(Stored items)

———

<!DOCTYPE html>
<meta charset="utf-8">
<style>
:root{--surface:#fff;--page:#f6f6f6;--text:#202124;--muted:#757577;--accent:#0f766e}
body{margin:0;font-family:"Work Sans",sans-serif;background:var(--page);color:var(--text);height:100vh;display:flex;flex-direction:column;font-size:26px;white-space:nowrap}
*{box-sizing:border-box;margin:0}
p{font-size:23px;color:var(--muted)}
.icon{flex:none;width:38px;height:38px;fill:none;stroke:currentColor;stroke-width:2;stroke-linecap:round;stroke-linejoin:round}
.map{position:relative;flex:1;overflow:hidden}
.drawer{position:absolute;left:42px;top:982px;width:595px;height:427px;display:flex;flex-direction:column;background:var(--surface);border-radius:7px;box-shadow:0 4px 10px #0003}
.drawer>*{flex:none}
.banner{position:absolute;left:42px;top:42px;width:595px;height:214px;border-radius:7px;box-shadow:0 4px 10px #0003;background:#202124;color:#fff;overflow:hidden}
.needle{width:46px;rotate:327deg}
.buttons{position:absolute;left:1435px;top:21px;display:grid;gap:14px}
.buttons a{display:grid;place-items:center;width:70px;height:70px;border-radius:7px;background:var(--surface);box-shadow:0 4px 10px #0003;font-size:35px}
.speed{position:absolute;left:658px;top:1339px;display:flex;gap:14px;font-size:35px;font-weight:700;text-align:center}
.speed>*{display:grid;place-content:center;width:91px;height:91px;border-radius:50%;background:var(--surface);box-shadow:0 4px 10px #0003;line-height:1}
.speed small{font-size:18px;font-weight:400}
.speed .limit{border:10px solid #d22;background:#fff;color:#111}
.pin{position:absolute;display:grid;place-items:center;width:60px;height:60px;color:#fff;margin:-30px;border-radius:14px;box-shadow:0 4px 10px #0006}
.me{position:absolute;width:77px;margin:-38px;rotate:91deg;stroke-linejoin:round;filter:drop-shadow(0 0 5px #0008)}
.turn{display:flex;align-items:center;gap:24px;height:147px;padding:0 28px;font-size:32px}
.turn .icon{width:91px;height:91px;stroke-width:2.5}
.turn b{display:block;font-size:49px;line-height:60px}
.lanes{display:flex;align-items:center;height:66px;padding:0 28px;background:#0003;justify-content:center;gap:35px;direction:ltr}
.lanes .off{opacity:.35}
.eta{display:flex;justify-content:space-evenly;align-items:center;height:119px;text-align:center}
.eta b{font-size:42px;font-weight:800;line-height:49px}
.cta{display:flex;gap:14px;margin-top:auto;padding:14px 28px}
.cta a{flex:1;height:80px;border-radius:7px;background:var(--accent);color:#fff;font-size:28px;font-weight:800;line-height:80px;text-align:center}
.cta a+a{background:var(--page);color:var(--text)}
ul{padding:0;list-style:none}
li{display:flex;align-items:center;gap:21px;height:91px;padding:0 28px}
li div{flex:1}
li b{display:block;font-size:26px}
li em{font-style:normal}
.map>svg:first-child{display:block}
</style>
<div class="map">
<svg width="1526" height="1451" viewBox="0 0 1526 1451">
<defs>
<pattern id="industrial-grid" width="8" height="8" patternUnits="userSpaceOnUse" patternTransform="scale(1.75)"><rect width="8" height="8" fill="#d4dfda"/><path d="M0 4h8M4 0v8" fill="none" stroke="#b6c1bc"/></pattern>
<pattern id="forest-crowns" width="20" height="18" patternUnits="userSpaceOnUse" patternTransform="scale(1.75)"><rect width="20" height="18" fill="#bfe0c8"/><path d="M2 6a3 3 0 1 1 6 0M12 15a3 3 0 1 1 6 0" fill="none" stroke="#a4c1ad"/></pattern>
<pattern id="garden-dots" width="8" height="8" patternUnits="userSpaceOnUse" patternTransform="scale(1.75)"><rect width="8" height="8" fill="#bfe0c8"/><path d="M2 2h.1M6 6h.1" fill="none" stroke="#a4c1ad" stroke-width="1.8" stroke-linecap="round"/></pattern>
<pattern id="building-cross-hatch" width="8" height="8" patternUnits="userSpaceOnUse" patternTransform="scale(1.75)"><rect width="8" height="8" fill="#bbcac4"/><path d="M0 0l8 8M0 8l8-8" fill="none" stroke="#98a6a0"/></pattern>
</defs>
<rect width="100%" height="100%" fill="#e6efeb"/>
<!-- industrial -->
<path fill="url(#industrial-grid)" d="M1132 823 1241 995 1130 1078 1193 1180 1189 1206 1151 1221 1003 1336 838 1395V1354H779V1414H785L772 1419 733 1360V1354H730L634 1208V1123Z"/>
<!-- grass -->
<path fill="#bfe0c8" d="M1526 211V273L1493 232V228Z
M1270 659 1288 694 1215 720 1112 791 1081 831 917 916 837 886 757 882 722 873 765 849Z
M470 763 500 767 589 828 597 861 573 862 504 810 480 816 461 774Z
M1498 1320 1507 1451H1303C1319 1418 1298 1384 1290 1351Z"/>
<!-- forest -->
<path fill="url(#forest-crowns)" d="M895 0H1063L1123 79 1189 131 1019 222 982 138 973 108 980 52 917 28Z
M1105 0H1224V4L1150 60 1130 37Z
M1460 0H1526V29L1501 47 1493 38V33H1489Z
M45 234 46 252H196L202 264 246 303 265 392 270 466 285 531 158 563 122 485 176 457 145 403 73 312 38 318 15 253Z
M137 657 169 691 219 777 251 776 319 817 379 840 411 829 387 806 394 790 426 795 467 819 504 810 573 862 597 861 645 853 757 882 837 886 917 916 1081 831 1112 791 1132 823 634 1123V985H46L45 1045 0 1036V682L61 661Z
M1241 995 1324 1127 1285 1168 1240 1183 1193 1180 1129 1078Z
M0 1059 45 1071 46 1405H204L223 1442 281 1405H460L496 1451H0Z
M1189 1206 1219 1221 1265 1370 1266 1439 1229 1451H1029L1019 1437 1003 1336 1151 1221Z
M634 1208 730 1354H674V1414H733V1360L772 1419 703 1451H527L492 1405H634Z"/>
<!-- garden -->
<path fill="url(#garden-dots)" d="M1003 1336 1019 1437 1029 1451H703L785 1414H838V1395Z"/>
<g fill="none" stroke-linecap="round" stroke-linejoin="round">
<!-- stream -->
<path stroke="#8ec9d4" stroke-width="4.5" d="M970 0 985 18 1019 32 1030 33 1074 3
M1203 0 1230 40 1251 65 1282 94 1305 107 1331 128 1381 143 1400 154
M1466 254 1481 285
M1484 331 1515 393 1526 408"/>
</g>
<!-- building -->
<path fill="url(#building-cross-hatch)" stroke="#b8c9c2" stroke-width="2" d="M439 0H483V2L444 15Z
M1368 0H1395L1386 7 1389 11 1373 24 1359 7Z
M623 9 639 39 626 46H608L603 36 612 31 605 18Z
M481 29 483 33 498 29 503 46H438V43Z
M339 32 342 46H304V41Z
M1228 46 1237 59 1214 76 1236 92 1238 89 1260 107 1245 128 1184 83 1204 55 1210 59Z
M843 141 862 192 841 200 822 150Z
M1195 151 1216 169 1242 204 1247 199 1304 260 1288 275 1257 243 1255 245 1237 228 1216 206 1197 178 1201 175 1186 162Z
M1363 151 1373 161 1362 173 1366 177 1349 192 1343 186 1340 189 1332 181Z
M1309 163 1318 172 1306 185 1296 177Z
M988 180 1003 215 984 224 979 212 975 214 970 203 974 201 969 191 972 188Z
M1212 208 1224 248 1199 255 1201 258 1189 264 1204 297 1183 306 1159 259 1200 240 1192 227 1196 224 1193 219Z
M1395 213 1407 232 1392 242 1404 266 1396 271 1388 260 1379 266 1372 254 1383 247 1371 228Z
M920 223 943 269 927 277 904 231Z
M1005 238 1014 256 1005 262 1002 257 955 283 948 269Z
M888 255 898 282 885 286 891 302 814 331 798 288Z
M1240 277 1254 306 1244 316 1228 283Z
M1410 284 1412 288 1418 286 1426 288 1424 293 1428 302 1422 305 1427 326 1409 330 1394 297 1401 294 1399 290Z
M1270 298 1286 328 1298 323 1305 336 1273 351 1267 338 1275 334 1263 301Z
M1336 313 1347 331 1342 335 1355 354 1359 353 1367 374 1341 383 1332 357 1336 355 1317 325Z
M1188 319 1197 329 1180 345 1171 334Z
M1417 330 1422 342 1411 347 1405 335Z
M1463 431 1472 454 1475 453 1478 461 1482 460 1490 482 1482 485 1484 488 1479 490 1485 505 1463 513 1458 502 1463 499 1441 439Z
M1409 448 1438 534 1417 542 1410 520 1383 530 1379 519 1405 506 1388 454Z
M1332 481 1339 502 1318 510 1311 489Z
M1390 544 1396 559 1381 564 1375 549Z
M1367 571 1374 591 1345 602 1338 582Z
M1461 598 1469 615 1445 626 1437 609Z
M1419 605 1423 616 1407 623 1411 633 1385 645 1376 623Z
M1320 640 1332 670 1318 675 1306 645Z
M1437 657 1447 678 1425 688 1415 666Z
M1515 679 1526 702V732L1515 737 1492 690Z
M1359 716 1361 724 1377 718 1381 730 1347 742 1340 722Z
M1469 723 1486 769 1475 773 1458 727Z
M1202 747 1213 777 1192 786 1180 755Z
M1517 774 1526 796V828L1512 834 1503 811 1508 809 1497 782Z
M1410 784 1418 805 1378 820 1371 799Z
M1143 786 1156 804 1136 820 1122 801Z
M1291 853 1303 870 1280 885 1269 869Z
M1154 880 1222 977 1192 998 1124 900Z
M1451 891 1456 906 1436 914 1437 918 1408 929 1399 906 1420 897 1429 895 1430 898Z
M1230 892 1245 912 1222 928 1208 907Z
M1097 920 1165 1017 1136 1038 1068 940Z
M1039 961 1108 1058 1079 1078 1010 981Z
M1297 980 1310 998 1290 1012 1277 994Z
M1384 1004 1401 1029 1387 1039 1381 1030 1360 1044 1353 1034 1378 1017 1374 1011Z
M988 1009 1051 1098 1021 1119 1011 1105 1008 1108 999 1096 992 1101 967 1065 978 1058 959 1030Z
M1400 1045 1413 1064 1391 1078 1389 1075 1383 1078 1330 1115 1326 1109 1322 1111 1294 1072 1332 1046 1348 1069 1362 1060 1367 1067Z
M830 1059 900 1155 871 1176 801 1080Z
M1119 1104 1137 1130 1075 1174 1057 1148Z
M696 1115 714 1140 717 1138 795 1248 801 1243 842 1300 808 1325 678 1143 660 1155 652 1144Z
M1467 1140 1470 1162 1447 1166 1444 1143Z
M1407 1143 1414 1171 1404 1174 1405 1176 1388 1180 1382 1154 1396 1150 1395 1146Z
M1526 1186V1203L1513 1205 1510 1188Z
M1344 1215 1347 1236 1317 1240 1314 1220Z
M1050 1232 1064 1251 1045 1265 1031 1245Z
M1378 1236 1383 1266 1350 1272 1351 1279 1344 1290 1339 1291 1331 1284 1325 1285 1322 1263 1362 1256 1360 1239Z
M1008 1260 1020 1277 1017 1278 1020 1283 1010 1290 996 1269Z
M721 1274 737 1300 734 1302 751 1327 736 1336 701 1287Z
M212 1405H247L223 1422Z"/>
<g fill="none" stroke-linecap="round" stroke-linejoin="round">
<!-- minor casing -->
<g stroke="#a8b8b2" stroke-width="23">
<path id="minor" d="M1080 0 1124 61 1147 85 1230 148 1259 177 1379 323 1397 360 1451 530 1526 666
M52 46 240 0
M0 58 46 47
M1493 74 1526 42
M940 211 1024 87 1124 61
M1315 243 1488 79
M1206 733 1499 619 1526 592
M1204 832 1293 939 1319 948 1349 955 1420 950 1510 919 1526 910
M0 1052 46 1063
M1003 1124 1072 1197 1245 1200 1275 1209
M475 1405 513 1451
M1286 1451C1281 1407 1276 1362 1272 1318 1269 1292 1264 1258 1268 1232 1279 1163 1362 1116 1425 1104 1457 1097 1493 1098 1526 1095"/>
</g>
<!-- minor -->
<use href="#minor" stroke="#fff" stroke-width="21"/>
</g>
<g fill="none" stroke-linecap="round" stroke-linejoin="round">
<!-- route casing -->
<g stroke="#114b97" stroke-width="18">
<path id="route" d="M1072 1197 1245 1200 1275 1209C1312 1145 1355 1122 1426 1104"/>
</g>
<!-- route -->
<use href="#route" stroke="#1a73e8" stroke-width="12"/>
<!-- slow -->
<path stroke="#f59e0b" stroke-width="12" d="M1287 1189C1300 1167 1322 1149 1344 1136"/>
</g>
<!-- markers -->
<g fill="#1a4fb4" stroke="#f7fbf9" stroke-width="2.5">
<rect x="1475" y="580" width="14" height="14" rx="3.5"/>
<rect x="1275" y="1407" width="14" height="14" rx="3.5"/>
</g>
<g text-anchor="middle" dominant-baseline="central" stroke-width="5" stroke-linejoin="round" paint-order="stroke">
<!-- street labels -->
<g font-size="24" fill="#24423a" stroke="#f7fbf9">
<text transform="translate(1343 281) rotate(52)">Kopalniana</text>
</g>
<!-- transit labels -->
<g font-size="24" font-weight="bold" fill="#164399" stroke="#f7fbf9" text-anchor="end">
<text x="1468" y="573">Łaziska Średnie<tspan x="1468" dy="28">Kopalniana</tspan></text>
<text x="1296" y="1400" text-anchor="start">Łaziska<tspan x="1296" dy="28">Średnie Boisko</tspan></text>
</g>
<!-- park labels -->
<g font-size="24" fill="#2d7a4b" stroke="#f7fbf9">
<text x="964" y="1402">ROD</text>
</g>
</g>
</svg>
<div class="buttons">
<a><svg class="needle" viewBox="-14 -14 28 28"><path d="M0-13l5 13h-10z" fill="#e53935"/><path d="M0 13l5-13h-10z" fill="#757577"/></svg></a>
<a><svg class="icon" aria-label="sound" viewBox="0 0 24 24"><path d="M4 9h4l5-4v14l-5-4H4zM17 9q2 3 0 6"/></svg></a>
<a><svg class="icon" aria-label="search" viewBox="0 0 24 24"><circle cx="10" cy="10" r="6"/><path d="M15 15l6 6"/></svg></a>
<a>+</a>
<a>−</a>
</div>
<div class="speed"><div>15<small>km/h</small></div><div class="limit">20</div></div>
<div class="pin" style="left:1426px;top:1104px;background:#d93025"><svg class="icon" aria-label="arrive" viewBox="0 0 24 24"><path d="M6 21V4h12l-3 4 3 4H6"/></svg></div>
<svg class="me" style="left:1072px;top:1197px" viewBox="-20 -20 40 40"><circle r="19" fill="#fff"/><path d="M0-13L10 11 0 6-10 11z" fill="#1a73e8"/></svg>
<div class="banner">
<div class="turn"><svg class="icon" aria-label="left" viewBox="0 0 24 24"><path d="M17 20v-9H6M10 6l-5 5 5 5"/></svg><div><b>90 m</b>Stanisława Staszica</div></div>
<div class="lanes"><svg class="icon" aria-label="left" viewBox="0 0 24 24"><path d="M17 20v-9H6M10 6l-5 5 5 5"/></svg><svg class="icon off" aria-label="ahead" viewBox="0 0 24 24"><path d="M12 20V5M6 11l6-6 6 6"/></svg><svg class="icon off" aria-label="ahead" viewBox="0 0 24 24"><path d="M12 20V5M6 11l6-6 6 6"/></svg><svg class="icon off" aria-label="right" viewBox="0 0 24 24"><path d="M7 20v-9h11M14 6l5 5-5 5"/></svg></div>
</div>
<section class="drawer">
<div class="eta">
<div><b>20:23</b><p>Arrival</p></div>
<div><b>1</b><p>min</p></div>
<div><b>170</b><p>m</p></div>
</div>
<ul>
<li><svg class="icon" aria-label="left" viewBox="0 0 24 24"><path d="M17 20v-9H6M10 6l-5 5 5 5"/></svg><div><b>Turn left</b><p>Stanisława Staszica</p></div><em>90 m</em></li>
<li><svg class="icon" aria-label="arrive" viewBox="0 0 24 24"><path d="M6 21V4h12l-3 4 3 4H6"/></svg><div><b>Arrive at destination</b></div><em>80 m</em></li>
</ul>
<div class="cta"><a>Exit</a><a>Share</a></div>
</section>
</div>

———

* _REQUIREMENT_: Search the entries above for the string "radius", and report each line where it occurs.

* _ANSWER TO THIS EXERCISE_:
.drawer{position:absolute;left:42px;top:982px;width:595px;height:427px;display:flex;flex-direction:column;background:var(--surface);border-radius:7px;box-shadow:0 4px 10px #0003}
.banner{position:absolute;left:42px;top:42px;width:595px;height:214px;border-radius:7px;box-shadow:0 4px 10px #0003;background:#202124;color:#fff;overflow:hidden}
.buttons a{display:grid;place-items:center;width:70px;height:70px;border-radius:7px;background:var(--surface);box-shadow:0 4px 10px #0003;font-size:35px}
.speed>*{display:grid;place-content:center;width:91px;height:91px;border-radius:50%;background:var(--surface);box-shadow:0 4px 10px #0003;line-height:1}
.pin{position:absolute;display:grid;place-items:center;width:60px;height:60px;color:#fff;margin:-30px;border-radius:14px;box-shadow:0 4px 10px #0006}
.cta a{flex:1;height:80px;border-radius:7px;background:var(--accent);color:#fff;font-size:28px;font-weight:800;line-height:80px;text-align:center}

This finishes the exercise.